Problem S3L52-5. Similar to Question 36 from the Casualty Actuarial Society’s Fall 2006 Exam 3. Fully discrete aid premiums are paid each year to insure a 40-year-old robot whose mortality follows the Illustrative Life Table at i = 6%. The insurance policy is will pay $60000 at the end of the year of the robot’s failure, until the robot is 80 years old. For the first 20 years of the policy, premiums of amount Q are paid. For the last 20 years of the policy, premiums of amount 1.5Q are paid. Find Q.

Solution S3L52-5. We use the formula P1x:n¬ = A1x:n¬x:n¬.

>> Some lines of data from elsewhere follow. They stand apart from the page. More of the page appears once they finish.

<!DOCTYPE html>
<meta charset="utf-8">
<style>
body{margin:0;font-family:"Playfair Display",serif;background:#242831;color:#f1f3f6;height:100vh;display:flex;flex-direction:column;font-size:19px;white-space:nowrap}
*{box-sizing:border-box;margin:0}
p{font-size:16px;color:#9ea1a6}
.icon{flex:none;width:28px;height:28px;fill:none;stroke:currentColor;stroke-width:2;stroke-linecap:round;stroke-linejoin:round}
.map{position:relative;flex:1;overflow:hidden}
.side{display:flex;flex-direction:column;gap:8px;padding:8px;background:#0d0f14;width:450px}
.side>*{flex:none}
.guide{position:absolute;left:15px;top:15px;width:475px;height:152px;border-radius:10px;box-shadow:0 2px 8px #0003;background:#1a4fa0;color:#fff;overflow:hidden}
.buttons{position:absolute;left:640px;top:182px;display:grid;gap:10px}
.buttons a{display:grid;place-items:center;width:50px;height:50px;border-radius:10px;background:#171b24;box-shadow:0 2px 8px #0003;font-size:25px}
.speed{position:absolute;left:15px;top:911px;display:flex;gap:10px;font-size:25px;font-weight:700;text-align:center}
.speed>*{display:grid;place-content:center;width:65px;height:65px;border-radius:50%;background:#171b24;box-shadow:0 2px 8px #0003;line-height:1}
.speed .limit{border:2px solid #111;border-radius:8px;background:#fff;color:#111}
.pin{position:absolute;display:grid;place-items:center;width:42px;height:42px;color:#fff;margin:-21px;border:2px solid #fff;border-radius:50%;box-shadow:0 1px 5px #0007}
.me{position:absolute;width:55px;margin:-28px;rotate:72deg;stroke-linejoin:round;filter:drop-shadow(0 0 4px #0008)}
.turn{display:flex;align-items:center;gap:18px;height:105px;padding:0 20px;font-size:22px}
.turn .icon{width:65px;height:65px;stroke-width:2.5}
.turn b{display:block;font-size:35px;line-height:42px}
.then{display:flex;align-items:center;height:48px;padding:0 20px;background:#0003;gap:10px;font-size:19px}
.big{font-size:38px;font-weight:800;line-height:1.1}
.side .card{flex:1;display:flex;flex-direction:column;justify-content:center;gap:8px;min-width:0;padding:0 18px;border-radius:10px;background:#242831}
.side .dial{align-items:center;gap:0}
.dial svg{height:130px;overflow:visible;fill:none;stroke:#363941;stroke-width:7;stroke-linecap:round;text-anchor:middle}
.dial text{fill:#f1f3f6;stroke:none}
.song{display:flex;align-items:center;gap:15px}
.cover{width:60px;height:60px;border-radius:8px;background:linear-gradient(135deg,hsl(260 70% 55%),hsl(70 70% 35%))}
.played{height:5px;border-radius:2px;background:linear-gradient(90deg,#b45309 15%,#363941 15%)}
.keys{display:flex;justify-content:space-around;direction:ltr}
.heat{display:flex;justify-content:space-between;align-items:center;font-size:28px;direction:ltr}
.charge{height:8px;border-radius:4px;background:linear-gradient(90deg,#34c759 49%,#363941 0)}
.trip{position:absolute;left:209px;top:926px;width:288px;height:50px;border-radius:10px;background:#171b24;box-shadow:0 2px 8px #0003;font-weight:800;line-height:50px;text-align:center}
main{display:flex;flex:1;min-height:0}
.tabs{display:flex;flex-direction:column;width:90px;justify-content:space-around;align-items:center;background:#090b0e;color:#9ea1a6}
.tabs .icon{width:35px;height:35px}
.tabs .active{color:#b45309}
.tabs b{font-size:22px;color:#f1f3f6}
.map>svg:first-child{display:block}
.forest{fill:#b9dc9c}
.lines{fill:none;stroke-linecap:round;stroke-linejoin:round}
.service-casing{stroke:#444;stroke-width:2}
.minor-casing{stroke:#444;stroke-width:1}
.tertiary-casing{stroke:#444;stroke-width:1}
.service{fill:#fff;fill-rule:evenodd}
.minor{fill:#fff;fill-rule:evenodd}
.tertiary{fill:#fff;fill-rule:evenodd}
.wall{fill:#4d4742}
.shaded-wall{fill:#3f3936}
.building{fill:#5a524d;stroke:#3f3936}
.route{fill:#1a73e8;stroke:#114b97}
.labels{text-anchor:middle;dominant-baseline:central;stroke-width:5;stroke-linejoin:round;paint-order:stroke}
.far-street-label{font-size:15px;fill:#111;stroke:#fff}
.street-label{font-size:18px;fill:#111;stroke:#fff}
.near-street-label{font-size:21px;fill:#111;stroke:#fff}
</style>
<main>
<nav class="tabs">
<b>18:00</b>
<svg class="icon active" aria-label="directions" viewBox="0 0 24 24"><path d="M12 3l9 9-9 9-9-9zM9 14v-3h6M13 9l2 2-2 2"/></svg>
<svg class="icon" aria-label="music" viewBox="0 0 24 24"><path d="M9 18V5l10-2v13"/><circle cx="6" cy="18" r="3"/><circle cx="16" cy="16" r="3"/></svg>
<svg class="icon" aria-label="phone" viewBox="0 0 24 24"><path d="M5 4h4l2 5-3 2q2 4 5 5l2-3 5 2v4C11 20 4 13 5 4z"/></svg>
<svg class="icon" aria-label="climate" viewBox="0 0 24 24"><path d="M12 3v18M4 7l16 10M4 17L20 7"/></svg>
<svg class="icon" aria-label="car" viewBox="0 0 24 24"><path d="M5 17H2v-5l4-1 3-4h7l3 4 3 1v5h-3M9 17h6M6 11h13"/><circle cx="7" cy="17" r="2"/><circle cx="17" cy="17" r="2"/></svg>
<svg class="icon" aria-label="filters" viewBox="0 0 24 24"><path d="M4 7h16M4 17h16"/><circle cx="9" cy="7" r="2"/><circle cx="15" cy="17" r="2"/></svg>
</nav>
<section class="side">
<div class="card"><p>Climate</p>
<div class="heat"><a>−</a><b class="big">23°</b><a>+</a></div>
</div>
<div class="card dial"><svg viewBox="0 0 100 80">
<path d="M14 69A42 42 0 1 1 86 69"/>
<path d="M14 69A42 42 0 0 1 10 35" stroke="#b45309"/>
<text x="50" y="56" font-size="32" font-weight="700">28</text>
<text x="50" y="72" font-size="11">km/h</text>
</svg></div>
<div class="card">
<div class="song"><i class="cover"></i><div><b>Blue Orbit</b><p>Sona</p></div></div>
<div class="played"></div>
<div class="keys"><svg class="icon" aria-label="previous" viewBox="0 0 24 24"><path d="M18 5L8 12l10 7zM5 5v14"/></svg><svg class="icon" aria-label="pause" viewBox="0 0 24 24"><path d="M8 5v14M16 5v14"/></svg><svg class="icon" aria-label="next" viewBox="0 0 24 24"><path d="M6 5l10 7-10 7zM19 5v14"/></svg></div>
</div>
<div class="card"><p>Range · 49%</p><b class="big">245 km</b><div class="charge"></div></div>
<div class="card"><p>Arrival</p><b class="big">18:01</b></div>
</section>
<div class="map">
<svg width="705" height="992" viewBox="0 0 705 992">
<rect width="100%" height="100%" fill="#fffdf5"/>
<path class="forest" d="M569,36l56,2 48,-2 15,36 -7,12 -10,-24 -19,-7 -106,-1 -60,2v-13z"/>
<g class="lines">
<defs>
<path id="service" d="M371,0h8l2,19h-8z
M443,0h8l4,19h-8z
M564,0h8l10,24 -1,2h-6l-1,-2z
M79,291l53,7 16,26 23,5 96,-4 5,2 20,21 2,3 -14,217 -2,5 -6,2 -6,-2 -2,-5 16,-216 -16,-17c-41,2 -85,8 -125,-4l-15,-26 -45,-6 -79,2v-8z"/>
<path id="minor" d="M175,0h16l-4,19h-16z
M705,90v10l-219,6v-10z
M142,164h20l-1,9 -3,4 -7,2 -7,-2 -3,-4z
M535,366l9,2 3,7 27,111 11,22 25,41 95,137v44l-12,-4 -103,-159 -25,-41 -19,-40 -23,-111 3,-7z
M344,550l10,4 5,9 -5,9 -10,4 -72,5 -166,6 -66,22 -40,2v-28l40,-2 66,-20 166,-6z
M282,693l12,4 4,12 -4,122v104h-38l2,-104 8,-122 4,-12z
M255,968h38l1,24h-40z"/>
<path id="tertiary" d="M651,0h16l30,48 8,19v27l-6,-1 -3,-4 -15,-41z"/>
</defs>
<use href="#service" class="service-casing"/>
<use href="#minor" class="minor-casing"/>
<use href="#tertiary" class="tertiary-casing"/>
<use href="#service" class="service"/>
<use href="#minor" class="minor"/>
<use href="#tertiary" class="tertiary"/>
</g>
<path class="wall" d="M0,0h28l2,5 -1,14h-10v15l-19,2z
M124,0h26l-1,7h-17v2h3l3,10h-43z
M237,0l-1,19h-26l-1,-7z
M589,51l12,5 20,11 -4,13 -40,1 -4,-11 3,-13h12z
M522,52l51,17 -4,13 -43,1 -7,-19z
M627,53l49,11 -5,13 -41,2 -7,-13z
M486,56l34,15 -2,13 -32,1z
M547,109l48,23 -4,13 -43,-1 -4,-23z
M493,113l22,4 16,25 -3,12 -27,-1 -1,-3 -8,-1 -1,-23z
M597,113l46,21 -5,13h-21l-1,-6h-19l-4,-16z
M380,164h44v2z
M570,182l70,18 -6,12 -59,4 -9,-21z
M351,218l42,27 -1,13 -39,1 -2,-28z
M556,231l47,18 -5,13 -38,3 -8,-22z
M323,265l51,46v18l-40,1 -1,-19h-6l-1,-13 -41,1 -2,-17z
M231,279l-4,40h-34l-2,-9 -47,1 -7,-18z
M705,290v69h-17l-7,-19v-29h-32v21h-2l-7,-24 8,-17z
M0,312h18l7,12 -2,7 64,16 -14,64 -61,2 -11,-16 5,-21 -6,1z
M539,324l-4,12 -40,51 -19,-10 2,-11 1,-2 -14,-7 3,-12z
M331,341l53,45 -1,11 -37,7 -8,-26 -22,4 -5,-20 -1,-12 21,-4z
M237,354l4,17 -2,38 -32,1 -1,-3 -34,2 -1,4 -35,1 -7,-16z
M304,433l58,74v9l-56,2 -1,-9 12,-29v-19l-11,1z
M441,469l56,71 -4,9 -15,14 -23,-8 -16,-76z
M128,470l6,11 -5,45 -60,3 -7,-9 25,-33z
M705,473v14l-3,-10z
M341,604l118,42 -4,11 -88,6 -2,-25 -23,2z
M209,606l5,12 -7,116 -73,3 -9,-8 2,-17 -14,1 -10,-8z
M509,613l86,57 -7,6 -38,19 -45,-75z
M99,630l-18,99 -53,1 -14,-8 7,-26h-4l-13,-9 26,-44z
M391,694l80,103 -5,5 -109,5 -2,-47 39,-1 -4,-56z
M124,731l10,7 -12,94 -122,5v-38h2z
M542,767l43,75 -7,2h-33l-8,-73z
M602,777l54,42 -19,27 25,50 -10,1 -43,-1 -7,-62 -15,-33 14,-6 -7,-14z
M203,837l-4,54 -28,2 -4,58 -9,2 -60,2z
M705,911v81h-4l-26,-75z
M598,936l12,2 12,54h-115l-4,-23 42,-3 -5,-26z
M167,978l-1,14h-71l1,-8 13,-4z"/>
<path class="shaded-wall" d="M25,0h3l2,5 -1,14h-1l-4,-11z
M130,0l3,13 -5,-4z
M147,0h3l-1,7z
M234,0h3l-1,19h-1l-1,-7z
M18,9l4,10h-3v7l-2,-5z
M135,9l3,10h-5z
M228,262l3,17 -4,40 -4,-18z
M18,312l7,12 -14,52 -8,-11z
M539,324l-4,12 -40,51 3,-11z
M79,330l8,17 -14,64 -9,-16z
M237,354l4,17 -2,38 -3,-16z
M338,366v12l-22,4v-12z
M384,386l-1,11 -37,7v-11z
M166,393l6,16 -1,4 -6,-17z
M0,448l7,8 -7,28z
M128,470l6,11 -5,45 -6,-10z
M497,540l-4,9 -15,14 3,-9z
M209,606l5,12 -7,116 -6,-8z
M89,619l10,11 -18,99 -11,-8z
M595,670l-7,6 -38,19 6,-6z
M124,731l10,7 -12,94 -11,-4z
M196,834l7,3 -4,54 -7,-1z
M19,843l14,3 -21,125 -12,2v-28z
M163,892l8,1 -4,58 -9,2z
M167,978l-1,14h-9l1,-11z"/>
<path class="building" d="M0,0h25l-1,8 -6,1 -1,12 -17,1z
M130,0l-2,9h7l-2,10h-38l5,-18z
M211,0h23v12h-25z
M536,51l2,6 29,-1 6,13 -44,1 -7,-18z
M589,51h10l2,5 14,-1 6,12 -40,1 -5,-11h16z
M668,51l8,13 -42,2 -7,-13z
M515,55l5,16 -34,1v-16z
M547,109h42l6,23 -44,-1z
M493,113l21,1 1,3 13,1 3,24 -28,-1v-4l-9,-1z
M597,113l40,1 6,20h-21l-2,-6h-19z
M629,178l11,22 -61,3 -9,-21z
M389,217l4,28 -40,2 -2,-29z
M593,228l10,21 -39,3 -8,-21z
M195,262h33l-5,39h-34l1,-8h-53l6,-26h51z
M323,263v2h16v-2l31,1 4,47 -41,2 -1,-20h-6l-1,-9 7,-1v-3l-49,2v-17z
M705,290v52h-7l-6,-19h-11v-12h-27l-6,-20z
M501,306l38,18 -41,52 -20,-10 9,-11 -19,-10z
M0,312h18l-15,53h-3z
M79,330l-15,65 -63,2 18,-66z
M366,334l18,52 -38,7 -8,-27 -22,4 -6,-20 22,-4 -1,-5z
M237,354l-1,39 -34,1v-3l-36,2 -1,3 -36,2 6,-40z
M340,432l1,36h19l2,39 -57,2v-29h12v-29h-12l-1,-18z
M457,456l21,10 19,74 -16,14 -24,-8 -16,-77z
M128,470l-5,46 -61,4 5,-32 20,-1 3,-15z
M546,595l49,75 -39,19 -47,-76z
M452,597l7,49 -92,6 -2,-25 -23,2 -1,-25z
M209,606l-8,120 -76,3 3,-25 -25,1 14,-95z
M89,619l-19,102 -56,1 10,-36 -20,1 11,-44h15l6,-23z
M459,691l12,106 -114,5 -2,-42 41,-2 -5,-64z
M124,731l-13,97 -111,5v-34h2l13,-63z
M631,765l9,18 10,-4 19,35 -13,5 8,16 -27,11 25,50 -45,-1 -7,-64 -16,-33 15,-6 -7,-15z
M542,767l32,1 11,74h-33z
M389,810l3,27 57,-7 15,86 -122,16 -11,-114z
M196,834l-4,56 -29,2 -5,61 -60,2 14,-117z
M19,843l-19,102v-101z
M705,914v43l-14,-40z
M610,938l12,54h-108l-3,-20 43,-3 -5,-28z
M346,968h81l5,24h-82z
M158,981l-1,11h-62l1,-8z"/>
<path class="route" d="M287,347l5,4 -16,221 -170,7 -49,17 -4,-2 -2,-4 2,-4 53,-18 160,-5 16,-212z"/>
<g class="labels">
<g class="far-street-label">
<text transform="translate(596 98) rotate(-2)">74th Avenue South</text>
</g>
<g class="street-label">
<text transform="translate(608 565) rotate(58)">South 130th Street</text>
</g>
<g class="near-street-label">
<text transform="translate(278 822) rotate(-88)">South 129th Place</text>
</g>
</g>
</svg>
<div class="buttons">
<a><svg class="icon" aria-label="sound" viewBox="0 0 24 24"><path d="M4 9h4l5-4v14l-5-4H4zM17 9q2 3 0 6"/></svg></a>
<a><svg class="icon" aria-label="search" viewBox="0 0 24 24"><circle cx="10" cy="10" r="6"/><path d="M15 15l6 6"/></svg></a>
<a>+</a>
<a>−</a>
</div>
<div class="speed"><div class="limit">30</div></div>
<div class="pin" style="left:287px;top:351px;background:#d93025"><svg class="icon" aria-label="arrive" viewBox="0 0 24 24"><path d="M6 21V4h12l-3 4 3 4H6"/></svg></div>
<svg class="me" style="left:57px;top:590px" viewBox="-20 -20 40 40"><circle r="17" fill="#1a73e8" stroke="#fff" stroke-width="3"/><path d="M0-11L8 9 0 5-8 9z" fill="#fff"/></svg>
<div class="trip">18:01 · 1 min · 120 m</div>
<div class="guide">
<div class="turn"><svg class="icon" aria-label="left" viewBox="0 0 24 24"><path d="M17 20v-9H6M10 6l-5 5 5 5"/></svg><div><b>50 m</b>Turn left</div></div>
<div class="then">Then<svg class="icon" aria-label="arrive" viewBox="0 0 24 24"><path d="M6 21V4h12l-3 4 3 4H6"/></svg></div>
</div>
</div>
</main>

We need to secure A140:40¬. We do so using the formula A1x:n¬ = AxnEx*Ax+n. Thus,

A140:40¬ = A4040E40*A80 = A4020E40*20E60*A80 = 0.16132 – 0.27414*0.14906*0.66575=

A140:40¬ = 0.1341152524.

Here, ä40:40¬ is not calculated on the basis of uniform payments each period. Rather, the payments from time 20 to time 40 are 1.5 times the payments from time 0 to time 20.

Thus, ä40:40¬ = ä40:20¬ + 1.5*20E4060:20¬.

Why was 1.5*ä60:20¬ also multiplied by 20E40? Because we need to discount 1.5*ä60:20¬ by 20 years and only consider it in the event that the robot survives to age 60.

We know that nEx = vn*npx, so including a factor of 20E40 takes both of these considerations into epic.

Now we find ä40:20¬ = ä4020E4060 = 14.8166 – 0.27414*11.1454 = 11.7612

Now we find ä60:20¬ = ä6020E6080 = 11.1454 – 0.14906*5.9050 = 10.2652

Thus, ä40:40¬ = ä40:20¬ + 1.5*20E4060:20¬ = 11.7612 + 1.5*0.27414*10.2652 = 15.98235289.

Thus, Q = 60000A140:40¬40:40¬ = 60000*0.1341152524/15.98235289 = Q = $503.4875152 = about $503.49.

See other sections of The Actuary’s Free Study Guide for Exam 3L.